- From: Rigo Wenning <rigo@w3.org>
- Date: Thu, 09 Aug 2012 21:45:54 +0200
- To: ifette@google.com
- Cc: Craig Spiezle <craigs@otalliance.org>, Chris Mejia <chris.mejia@iab.net>, Thomas Roessler - W3C <tlr@w3.org>, Nicholas Nick Doty - W3C <npdoty@w3.org>, "Aleecia M. McDonald - W3C WG Co-Chair" <aleecia@aleecia.com>, Matthias Schunter - WC3 WG Co-Chair <mts-std@schunter.org>, Marc Groman - NAI <mgroman@networkadvertising.org>, Shane Wiley - Yahoo! <wileys@yahoo-inc.com>, Brendan Riordan-Butterworth <Brendan@iab.net>, Mike Zaneis <mike@iab.net>, Kimon Zorbas - IAB Europe <vp@iabeurope.eu>, JC Cannon - MSFT <jccannon@microsoft.com>, W3C DNT Working Group Mailing List <public-tracking@w3.org>
Ian, please take into account that it takes the IAB $7800 to change that and be a full Participant with all the rights and obligations.
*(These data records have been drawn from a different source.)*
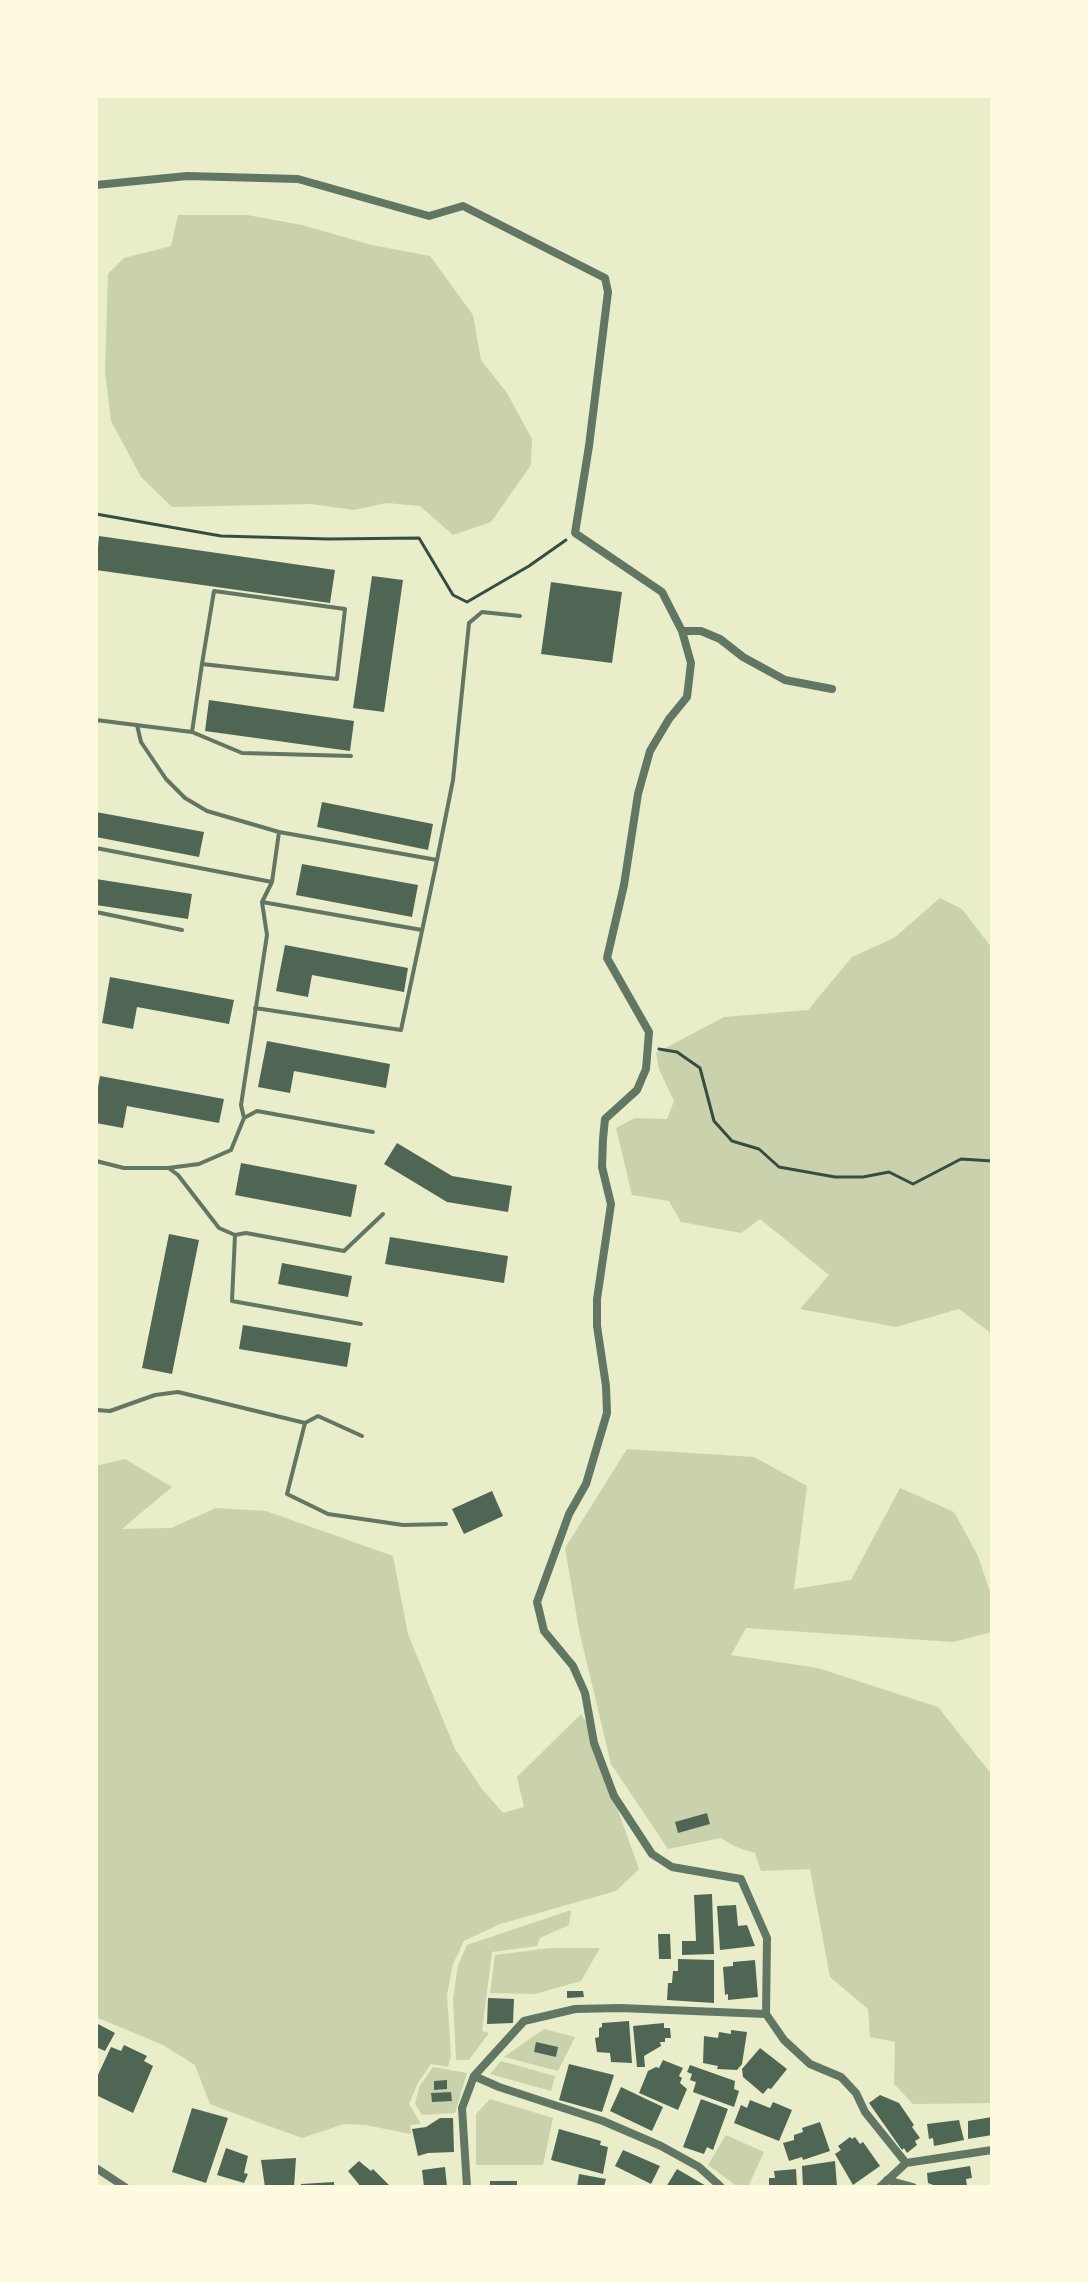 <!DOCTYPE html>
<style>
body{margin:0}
#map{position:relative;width:1088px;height:2283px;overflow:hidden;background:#e9edc9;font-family:"Roboto Condensed",sans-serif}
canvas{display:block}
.frame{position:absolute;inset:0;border:98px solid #fefae0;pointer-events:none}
</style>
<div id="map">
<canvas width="1088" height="2283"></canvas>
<div class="frame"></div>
</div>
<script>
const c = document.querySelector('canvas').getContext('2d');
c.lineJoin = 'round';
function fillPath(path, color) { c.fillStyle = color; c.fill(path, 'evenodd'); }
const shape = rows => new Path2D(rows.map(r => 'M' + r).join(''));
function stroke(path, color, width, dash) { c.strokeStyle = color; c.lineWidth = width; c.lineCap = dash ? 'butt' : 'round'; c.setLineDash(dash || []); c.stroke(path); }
const green = shape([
 [178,215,247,215,302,225,372,245,430,256,473,315,481,360,507,393,532,439,531,465,491,522,453,535,420,506,386,503,354,510,311,504,172,507,141,477,111,421,105,372,108,274,124,258,171,246],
 [940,898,962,909,992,948,992,1334,959,1309,896,1327,800,1309,829,1275,760,1219,741,1233,681,1222,669,1201,632,1195,616,1128,635,1118,667,1119,674,1101,659,1069,656,1053,724,1017,808,1010,852,957,894,938],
 [627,1449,754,1457,807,1486,794,1589,851,1580,900,1488,954,1512,978,1556,992,1598,992,1632,953,1642,746,1628,731,1655,818,1668,938,1707,992,1775,992,2103,913,2104,894,2084,895,2042,870,2037,868,2009,830,1977,810,1869,761,1871,755,1853,736,1847,721,1838,668,1849,611,1764,579,1630,565,1548],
 [125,1459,172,1487,122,1529,171,1528,216,1508,266,1511,393,1556,408,1634,455,1749,482,1789,503,1813,524,1807,517,1777,581,1714,593,1732,610,1788,639,1869,616,1891,500,1924,464,1941,453,1964,447,1995,451,2056,448,2067,431,2064,418,2083,409,2104,421,2124,410,2125,411,2134,365,2125,344,2124,302,2138,247,2118,210,2104,195,2065,163,2045,96,2017,96,1466],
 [571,1910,569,1925,540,1938,537,1946,492,1952,482,2031,489,2033,469,2060,456,2060,453,1999,458,1965,467,1945],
 [550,1948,600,1948,581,1981,535,1994,490,1993,495,1955],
 [544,2029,575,2037,558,2071,504,2057],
 [501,2061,555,2076,551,2091,490,2074],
 [433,2067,467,2073,455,2113,422,2115,415,2104,419,2087],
 [490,2099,553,2118,543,2165,476,2165,476,2114],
 [726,2135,764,2152,748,2187,738,2187,708,2165]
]);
const building = shape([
 [99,536,335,570,330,603,96,570],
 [372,576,403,580,384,712,353,708],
 [551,582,622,592,612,663,541,654],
 [209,700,354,721,350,751,205,731],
 [322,802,433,824,428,850,317,827],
 [96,812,204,832,199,857,96,837],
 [302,864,418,885,412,917,296,895],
 [96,879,192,894,188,919,96,905],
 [285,945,408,968,404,992,312,975,308,997,276,991],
 [110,977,234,1000,229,1024,137,1007,133,1029,102,1023],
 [267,1041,390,1064,386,1088,294,1071,290,1093,258,1087],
 [100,1076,224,1099,219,1123,127,1106,123,1128,96,1123,96,1098],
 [397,1143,452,1176,512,1186,508,1212,447,1202,384,1164],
 [241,1163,357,1185,351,1217,235,1195],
 [169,1234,199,1240,172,1374,142,1368],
 [390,1237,508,1256,504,1283,385,1264],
 [282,1263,352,1276,348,1297,278,1284],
 [243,1325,351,1343,347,1367,239,1349],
 [492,1491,503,1516,464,1534,452,1509],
 [707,1813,710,1824,678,1833,675,1822],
 [712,1894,714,1954,682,1955,682,1941,696,1941,694,1895],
 [736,1905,738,1926,747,1925,755,1946,720,1950,717,1906],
 [658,1934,670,1934,671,1959,659,1959],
 [678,1959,714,1960,714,2003,667,2000,668,1983,672,1983,673,1971,678,1971],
 [755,1960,758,1997,728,2000,728,1994,725,1995,723,1967,733,1966,733,1962],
 [567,1991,583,1991,584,1997,567,1998],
 [488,1998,514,1999,513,2023,487,2024],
 [629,2021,632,2063,611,2062,610,2053,597,2052,595,2038,599,2037,599,2028,602,2027,602,2023],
 [96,2023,115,2033,105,2051,96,2047],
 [664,2023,664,2028,670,2028,671,2038,665,2038,665,2042,660,2042,661,2046,644,2056,645,2067,637,2067,633,2026],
 [731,2030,747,2032,742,2064,737,2070,717,2069,718,2066,703,2063,704,2036,718,2038,719,2032,731,2034],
 [536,2042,558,2047,556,2057,534,2052],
 [124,2045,147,2056,144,2061,153,2066,133,2113,96,2095,96,2079,111,2047,121,2051],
 [760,2048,787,2069,771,2089,768,2088,763,2094,743,2077,742,2069],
 [663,2060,683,2068,679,2076,682,2078,680,2083,687,2089,678,2110,639,2093,648,2071,656,2067,659,2068],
 [569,2064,614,2075,602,2112,559,2100],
 [690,2065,735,2081,734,2089,739,2091,734,2107,693,2092,696,2082,690,2080,692,2074,687,2072],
 [447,2080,447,2089,434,2090,434,2081],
 [621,2087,663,2107,652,2131,610,2111],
 [451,2092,452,2101,432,2102,431,2093],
 [880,2095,899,2103,914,2125,912,2127,920,2138,915,2141,917,2145,907,2153,904,2148,902,2150,869,2103],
 [701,2099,728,2109,713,2150,707,2147,704,2154,683,2147],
 [750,2100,770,2108,773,2102,792,2110,779,2141,734,2123,741,2105,747,2108],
 [192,2108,228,2118,206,2183,172,2172],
 [992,2117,992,2135,968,2139,968,2121],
 [440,2118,453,2118,454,2152,428,2153,418,2156,412,2129,426,2127],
 [959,2120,964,2140,934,2146,933,2138,929,2139,927,2124],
 [820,2122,830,2151,803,2160,802,2157,789,2161,783,2143,794,2140,794,2135,803,2132,802,2128],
 [559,2129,601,2141,600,2145,608,2147,603,2174,551,2160],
 [850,2137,852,2139,855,2137,860,2144,863,2142,880,2166,853,2185,835,2154,841,2150,838,2146],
 [226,2148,248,2156,244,2173,248,2174,244,2183,217,2175],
 [623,2150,660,2166,651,2184,615,2166],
 [296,2158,294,2187,265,2187,261,2160],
 [359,2161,371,2171,373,2169,391,2187,361,2187,348,2171],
 [835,2161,837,2187,803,2187,802,2166],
 [970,2166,972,2178,966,2179,967,2186,938,2187,928,2183,927,2173],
 [445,2167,447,2187,424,2187,422,2170],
 [677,2169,708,2187,666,2187],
 [796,2169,797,2187,769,2187,769,2178,775,2178,774,2171],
 [579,2174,606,2179,604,2187,577,2187],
 [490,2181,517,2181,517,2187,490,2187],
 [334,2182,334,2187,301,2187,301,2184]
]);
const path = shape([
 [96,514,221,536,329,539,419,538,453,595,467,602,529,566,566,540],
 [659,1049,677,1052,700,1068,714,1121,732,1141,759,1149,779,1167,835,1177,863,1177,889,1172,913,1184,961,1159,992,1161]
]);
const service = shape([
 [96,720,192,732,242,753,351,756],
 [137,725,141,742,166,779,185,798,207,811,279,832],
 [192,732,202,664,214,591,345,609,337,679,202,664],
 [96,848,272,882],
 [262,902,422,930],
 [96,912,182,930],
 [255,1008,401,1030,437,860],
 [244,1118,241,1105,267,935,262,902,272,882,279,832,437,860,453,780,469,623,482,612,520,616],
 [96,1161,124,1168,168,1168,199,1164,231,1150,244,1118,257,1111,373,1132],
 [170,1169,178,1175,219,1228,235,1235,232,1301,361,1324],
 [235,1235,246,1233,344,1251,383,1214],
 [96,1410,110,1411,155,1395,178,1392,305,1423,287,1494,328,1514,403,1525,446,1524],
 [305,1423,318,1416,362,1436]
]);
const minor = shape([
 [96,185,187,176,298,179,429,216,463,206,605,278,608,292,589,446,575,533,662,592,682,631,691,663,687,697,669,719,650,751,638,794,624,885,607,958,649,1032,646,1069,637,1090,605,1119,603,1139,602,1167,611,1204,597,1299,597,1326,606,1386,607,1413,586,1484,569,1514,537,1602,544,1631,573,1666,585,1693,594,1743,614,1796,652,1854,672,1867,741,1879,767,1938,766,2014,784,2040,810,2064,841,2077,856,2093,865,2112,906,2163],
 [682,631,701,631,720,639,743,657,785,680,832,689],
 [474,2076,499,2087,603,2121,661,2146,699,2167,721,2187],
 [96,2168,125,2187],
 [887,2180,913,2187],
 [467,2187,462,2108,474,2076,524,2021,575,2009,620,2008,766,2014],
 [880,2187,906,2163,992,2150]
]);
fillPath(green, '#cad2ad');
fillPath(building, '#4f6655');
stroke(path, '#344e41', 3);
stroke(service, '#617663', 4);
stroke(minor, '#617663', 8);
</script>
Slowly, all the wasted time on this topic costs more than the actual membership fee for IAB. W3C has operational costs. We are not-for profit. Those operational costs are covered by membership fees, donations and research grants. I find it legitimate that full participation is conditioned upon contribution to the recovering of operational cost. Especially from those who have a core interest in work we are doing. The IAB is simply not accepting this and thus creates turbulence in the process because we do not strictly apply the usual restrictions for that case (that would lock them out). Note that this is solely my personal opinion and does not represent any official W3C statement, nor a W3C team statement nor does it preclude or preempt any decision-making by W3C, the chairs or both combined on this matter. Rigo On Thursday 09 August 2012 10:36:51 Ian Fette wrote: > Indeed, I find it rather strange that the main target of this > working group is practices for advertisers and yet one of the > main groups representing advertisers doesn't have a vote at the > table... I realize that this is at the discretion of the chairs, > but we're probably all lacking some context here. It seems that > this has been raised multiple times, is it possible for the > chairs to provide more insight into why this hasn't been advanced > to date?